[Stored data]
┌────────
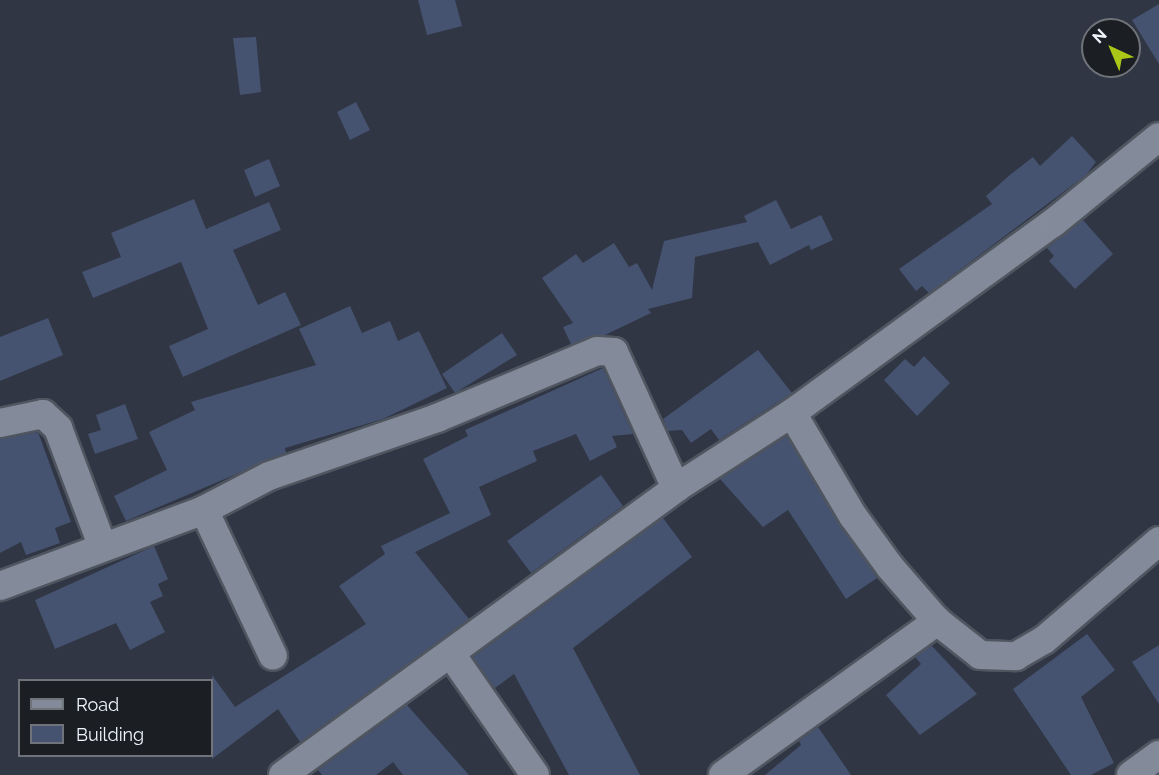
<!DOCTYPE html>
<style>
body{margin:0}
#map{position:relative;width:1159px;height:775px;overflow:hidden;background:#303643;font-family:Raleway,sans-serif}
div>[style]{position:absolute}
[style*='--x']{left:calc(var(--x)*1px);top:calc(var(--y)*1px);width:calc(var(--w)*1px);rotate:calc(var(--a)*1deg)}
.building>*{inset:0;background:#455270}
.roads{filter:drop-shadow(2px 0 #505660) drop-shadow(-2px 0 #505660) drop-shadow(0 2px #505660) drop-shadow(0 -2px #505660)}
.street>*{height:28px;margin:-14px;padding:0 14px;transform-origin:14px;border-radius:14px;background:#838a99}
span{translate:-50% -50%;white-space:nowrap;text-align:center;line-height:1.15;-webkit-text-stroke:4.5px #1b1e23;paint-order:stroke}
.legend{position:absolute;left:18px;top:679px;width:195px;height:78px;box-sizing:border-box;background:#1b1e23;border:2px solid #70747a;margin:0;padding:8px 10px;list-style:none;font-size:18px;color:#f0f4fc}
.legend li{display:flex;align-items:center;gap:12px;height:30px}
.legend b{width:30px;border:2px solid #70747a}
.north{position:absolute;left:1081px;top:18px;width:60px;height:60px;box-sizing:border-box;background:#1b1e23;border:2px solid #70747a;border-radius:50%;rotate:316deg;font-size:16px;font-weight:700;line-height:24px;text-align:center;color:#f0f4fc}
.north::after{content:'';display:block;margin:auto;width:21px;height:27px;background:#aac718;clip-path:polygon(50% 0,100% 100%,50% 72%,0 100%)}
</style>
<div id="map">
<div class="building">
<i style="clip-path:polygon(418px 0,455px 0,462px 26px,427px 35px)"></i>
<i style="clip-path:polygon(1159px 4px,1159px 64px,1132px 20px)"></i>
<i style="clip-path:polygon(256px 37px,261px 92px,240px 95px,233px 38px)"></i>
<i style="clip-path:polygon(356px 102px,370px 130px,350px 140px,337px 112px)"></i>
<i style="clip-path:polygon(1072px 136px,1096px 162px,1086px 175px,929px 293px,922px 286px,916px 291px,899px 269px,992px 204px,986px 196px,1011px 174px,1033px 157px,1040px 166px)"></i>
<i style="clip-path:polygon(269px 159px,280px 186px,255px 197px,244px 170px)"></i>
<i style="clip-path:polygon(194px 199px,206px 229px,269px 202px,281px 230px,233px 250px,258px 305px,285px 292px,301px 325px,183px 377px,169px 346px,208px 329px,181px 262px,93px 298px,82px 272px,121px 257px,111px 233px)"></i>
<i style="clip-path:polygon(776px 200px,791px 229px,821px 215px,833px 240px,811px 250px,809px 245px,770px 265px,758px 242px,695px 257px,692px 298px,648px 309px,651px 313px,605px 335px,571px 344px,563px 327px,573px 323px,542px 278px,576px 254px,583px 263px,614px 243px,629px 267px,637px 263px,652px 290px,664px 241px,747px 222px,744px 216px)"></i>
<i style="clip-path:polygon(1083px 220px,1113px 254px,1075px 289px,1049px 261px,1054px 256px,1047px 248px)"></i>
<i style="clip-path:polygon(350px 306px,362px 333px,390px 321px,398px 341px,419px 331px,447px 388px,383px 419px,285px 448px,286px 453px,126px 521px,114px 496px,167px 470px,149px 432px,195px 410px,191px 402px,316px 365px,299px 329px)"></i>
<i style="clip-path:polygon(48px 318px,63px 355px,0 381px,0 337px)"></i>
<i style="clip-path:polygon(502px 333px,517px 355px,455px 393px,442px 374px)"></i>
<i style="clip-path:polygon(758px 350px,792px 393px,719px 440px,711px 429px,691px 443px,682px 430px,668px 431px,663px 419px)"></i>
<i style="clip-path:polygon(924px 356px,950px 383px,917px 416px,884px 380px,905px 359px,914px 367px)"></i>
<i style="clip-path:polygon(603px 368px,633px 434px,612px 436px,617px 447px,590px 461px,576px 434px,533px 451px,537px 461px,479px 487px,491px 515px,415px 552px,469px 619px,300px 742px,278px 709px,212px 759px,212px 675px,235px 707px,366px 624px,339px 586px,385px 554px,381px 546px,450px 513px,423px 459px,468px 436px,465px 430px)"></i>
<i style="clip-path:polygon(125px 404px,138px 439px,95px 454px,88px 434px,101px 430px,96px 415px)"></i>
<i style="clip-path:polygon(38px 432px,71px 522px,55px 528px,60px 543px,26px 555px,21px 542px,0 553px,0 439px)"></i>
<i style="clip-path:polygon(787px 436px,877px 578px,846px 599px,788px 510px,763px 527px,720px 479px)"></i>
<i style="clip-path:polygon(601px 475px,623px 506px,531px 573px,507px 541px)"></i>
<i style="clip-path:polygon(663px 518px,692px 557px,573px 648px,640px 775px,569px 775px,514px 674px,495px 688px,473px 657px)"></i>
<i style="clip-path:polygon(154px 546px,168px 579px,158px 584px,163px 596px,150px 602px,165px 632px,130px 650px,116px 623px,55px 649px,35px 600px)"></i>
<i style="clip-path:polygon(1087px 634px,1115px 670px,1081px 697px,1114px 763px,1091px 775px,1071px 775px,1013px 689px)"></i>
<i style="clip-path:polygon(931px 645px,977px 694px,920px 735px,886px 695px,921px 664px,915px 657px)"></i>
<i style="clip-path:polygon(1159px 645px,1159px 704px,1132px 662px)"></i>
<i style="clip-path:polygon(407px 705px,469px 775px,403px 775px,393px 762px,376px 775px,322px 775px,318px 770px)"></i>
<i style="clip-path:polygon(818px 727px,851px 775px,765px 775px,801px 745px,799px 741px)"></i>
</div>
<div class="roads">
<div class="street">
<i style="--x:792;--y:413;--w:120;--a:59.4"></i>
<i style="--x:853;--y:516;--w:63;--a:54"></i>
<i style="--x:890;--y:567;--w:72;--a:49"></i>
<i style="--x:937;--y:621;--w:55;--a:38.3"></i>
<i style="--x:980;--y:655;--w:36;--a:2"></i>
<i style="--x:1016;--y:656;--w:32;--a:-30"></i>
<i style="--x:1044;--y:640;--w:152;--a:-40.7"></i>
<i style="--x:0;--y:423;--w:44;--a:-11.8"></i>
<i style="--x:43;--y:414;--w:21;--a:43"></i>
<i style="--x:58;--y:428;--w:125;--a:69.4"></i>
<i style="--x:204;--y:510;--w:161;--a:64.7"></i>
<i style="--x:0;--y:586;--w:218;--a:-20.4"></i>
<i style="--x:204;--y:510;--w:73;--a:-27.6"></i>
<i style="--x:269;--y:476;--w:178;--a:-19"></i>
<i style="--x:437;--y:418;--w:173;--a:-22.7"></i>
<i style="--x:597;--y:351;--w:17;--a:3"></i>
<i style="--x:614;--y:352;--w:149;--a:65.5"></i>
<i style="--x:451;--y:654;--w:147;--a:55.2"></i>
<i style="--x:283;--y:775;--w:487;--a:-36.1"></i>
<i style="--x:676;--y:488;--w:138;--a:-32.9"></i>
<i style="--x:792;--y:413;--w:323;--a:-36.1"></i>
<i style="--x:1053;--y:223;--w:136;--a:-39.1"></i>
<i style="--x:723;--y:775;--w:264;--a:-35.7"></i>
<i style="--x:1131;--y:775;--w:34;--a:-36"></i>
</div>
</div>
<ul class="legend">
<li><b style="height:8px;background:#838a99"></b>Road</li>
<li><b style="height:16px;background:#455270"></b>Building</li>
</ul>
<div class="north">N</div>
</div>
└────────
* [Work instructions]: Begin at the first line of the data above and repeat each line exactly, stopping after the line containing "0 #505660) drop-shadow(-2px". Omit the pictures.

* [Written response]:
<!DOCTYPE html>
<style>
body{margin:0}
#map{position:relative;width:1159px;height:775px;overflow:hidden;background:#303643;font-family:Raleway,sans-serif}
div>[style]{position:absolute}
[style*='--x']{left:calc(var(--x)*1px);top:calc(var(--y)*1px);width:calc(var(--w)*1px);rotate:calc(var(--a)*1deg)}
.building>*{inset:0;background:#455270}
.roads{filter:drop-shadow(2px 0 #505660) drop-shadow(-2px 0 #505660) drop-shadow(0 2px #505660) drop-shadow(0 -2px #505660)}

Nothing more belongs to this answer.